13.  Finally, he recalled that the Commission on the Status of Women was drawing up a draft convention on the nationality of married women, which might be completed before the convention on statelessness. If that were so, it might be possible to insert the relevant provisions of the draft drawn up by the Commission on the Status of Women in the convention on statelessness.

14.  In the light of the foregoing remarks, he submitted the following draft resolution to the Committee:


"HAVING IN MIND that it was charged by the Economic and Social Council to ‘consider means of elimination of the problem of statelessness, including the desirability of requesting the International Law Commission to prepare a study and make recommendations on the subject;'

"HAVING STUDIED the memoranda on this subject prepared by the Secretary-General (E/1112, Add.1 & 2, E/AC.32/3 and 4).

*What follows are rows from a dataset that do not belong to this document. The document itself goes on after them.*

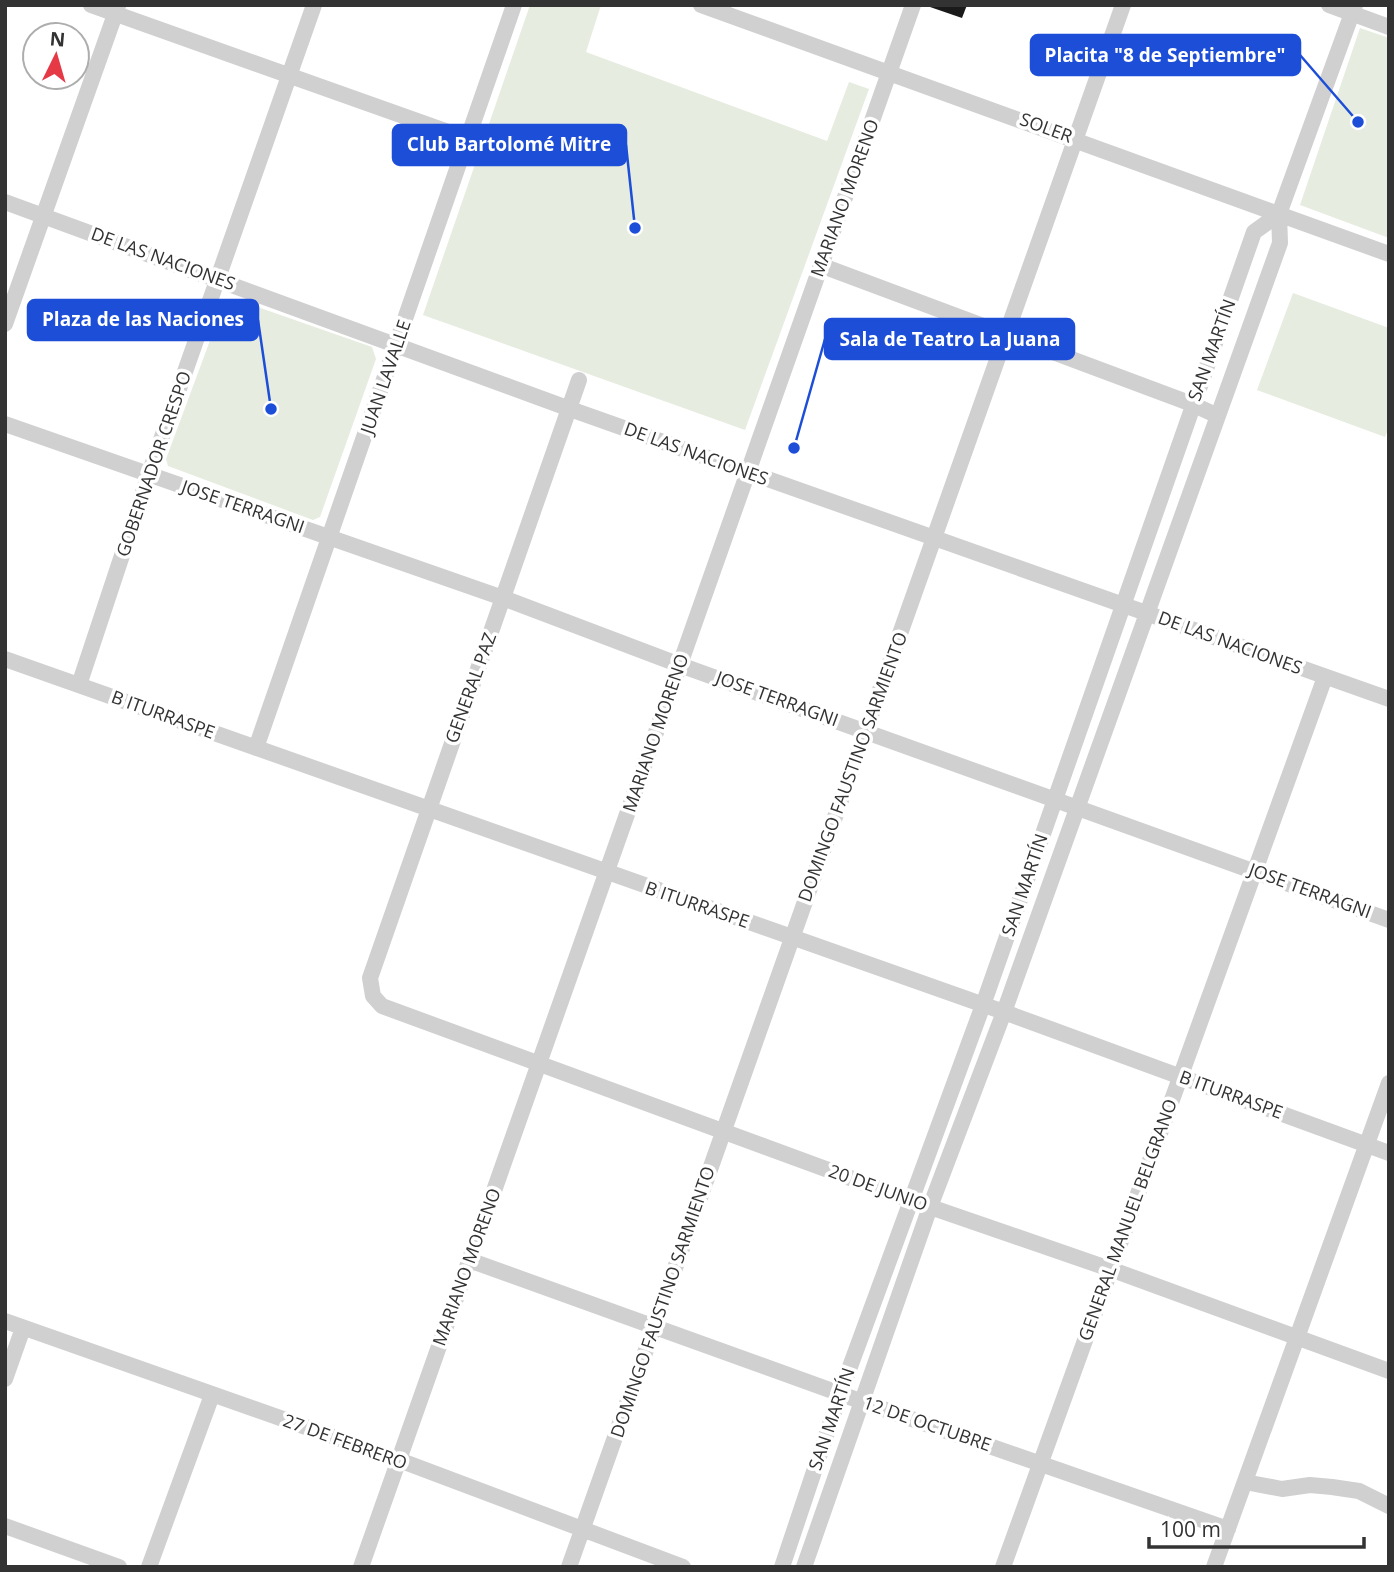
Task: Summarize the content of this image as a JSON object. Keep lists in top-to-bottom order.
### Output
{
  "streets": {
    "street": [
      "SOLER",
      "MARIANO MORENO",
      "DE LAS NACIONES",
      "SAN MARTÍN",
      "JUAN LAVALLE",
      "GOBERNADOR CRESPO",
      "JOSE TERRAGNI",
      "GENERAL PAZ",
      "B ITURRASPE",
      "DOMINGO FAUSTINO SARMIENTO",
      "20 DE JUNIO",
      "GENERAL MANUEL BELGRANO",
      "12 DE OCTUBRE",
      "27 DE FEBRERO"
    ]
  },
  "crossings": [
    ["SOLER", "MARIANO MORENO"],
    ["SOLER", "SAN MARTÍN"],
    ["SOLER", "DOMINGO FAUSTINO SARMIENTO"],
    ["MARIANO MORENO", "DE LAS NACIONES"],
    ["MARIANO MORENO", "JOSE TERRAGNI"],
    ["MARIANO MORENO", "B ITURRASPE"],
    ["MARIANO MORENO", "20 DE JUNIO"],
    ["MARIANO MORENO", "12 DE OCTUBRE"],
    ["MARIANO MORENO", "27 DE FEBRERO"],
    ["DE LAS NACIONES", "SAN MARTÍN"],
    ["DE LAS NACIONES", "JUAN LAVALLE"],
    ["DE LAS NACIONES", "GOBERNADOR CRESPO"],
    ["DE LAS NACIONES", "GENERAL PAZ"],
    ["DE LAS NACIONES", "DOMINGO FAUSTINO SARMIENTO"],
    ["DE LAS NACIONES", "GENERAL MANUEL BELGRANO"],
    ["SAN MARTÍN", "JOSE TERRAGNI"],
    ["SAN MARTÍN", "B ITURRASPE"],
    ["SAN MARTÍN", "20 DE JUNIO"],
    ["SAN MARTÍN", "12 DE OCTUBRE"],
    ["JUAN LAVALLE", "JOSE TERRAGNI"],
    ["JUAN LAVALLE", "B ITURRASPE"],
    ["GOBERNADOR CRESPO", "JOSE TERRAGNI"],
    ["GOBERNADOR CRESPO", "B ITURRASPE"],
    ["JOSE TERRAGNI", "GENERAL PAZ"],
    ["JOSE TERRAGNI", "DOMINGO FAUSTINO SARMIENTO"],
    ["JOSE TERRAGNI", "GENERAL MANUEL BELGRANO"],
    ["GENERAL PAZ", "B ITURRASPE"],
    ["GENERAL PAZ", "20 DE JUNIO"],
    ["B ITURRASPE", "DOMINGO FAUSTINO SARMIENTO"],
    ["B ITURRASPE", "GENERAL MANUEL BELGRANO"],
    ["DOMINGO FAUSTINO SARMIENTO", "20 DE JUNIO"],
    ["DOMINGO FAUSTINO SARMIENTO", "12 DE OCTUBRE"],
    ["DOMINGO FAUSTINO SARMIENTO", "27 DE FEBRERO"],
    ["20 DE JUNIO", "GENERAL MANUEL BELGRANO"],
    ["GENERAL MANUEL BELGRANO", "12 DE OCTUBRE"]
  ],
  "places": [
    "Placita \"8 de Septiembre\"",
    "Club Bartolomé Mitre",
    "Plaza de las Naciones",
    "Sala de Teatro La Juana"
  ],
  "scale_bar": "100 m",
  "north": "top"
}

"CONSIDERING that further studies by the Secretary-General of national legislation relevant to statelessness is called for by the resolution of the Economic and Social Council 116 (VI) D;

"NOTING that under the resolution 242 (IX) C an early drafting of a convention on the nationality of married women which would inter alia prevent a woman from becoming stateless is envisaged;

"RECOMMENDS to the Economic and Social Council

"That it is desirable to conclude a comprehensive convention for the purpose of elimination of statelessness;

"That the Secretary-General be requested to complete at an early date a study of national legislation relevant to statelessness and to prepare a draft international instrument on the elimination of statelessness;

"That this convention be prepared either by a second session of this Ad Hoc Committee or by a new Ad Hoc Committee following the completion of the preliminary studies on the subject by the Secretary-General;

"That certain parts of the envisaged Convention of the nationality of married women be incorporated into this Convention;

"To CALL on Member States to amend their legislation in order to remove causes for statelessness and eliminate it altogether."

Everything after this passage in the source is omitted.